SUPPLIED INFORMATION START

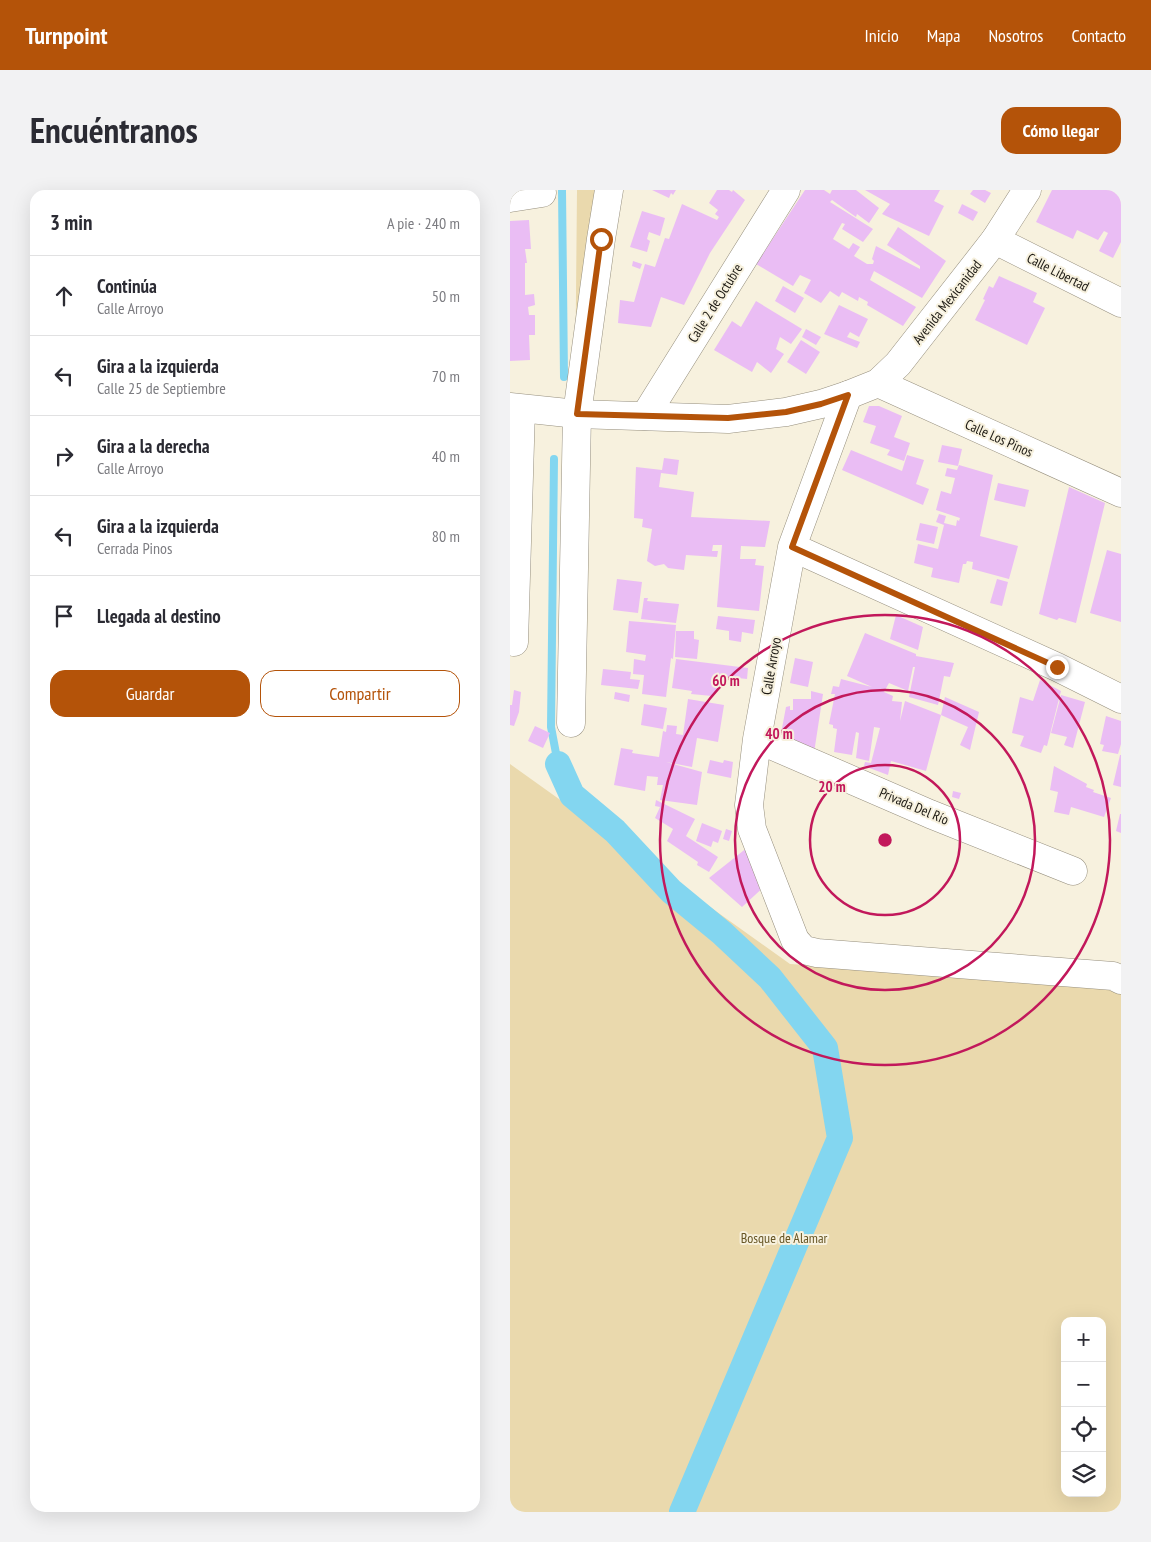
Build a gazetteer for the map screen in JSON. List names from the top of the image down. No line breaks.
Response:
{"streets":{"street":["Calle Libertad","Avenida Mexicanidad","Calle 2 de Octubre","Calle Los Pinos","Calle Arroyo","Privada Del Río"]},"crossings":[["Calle Libertad","Avenida Mexicanidad"],["Avenida Mexicanidad","Calle 2 de Octubre"],["Avenida Mexicanidad","Calle Los Pinos"],["Avenida Mexicanidad","Calle Arroyo"],["Calle Arroyo","Privada Del Río"]],"parks":["Bosque de Alamar"],"page":{"header":"Turnpoint","nav":["Inicio","Mapa","Nosotros","Contacto"],"title":"Encuéntranos","buttons":["Cómo llegar",["Guardar","Compartir"]],"heading":["3 min","A pie · 240 m"],"list":[["Continúa","Calle Arroyo","50 m"],["Gira a la izquierda","Calle 25 de Septiembre","70 m"],["Gira a la derecha","Calle Arroyo","40 m"],["Gira a la izquierda","Cerrada Pinos","80 m"],"Llegada al destino"],"map_buttons":["+","−"]},"rings":["60 m","40 m","20 m"]}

SUPPLIED INFORMATION END

**EXERCISE**.
Leaving every picture out, repeat each line of the material exactly.

**COMPLETED TASK**.
Build a gazetteer for the map screen in JSON. List names from the top of the image down. No line breaks.
Response:
{"streets":{"street":["Calle Libertad","Avenida Mexicanidad","Calle 2 de Octubre","Calle Los Pinos","Calle Arroyo","Privada Del Río"]},"crossings":[["Calle Libertad","Avenida Mexicanidad"],["Avenida Mexicanidad","Calle 2 de Octubre"],["Avenida Mexicanidad","Calle Los Pinos"],["Avenida Mexicanidad","Calle Arroyo"],["Calle Arroyo","Privada Del Río"]],"parks":["Bosque de Alamar"],"page":{"header":"Turnpoint","nav":["Inicio","Mapa","Nosotros","Contacto"],"title":"Encuéntranos","buttons":["Cómo llegar",["Guardar","Compartir"]],"heading":["3 min","A pie · 240 m"],"list":[["Continúa","Calle Arroyo","50 m"],["Gira a la izquierda","Calle 25 de Septiembre","70 m"],["Gira a la derecha","Calle Arroyo","40 m"],["Gira a la izquierda","Cerrada Pinos","80 m"],"Llegada al destino"],"map_buttons":["+","−"]},"rings":["60 m","40 m","20 m"]}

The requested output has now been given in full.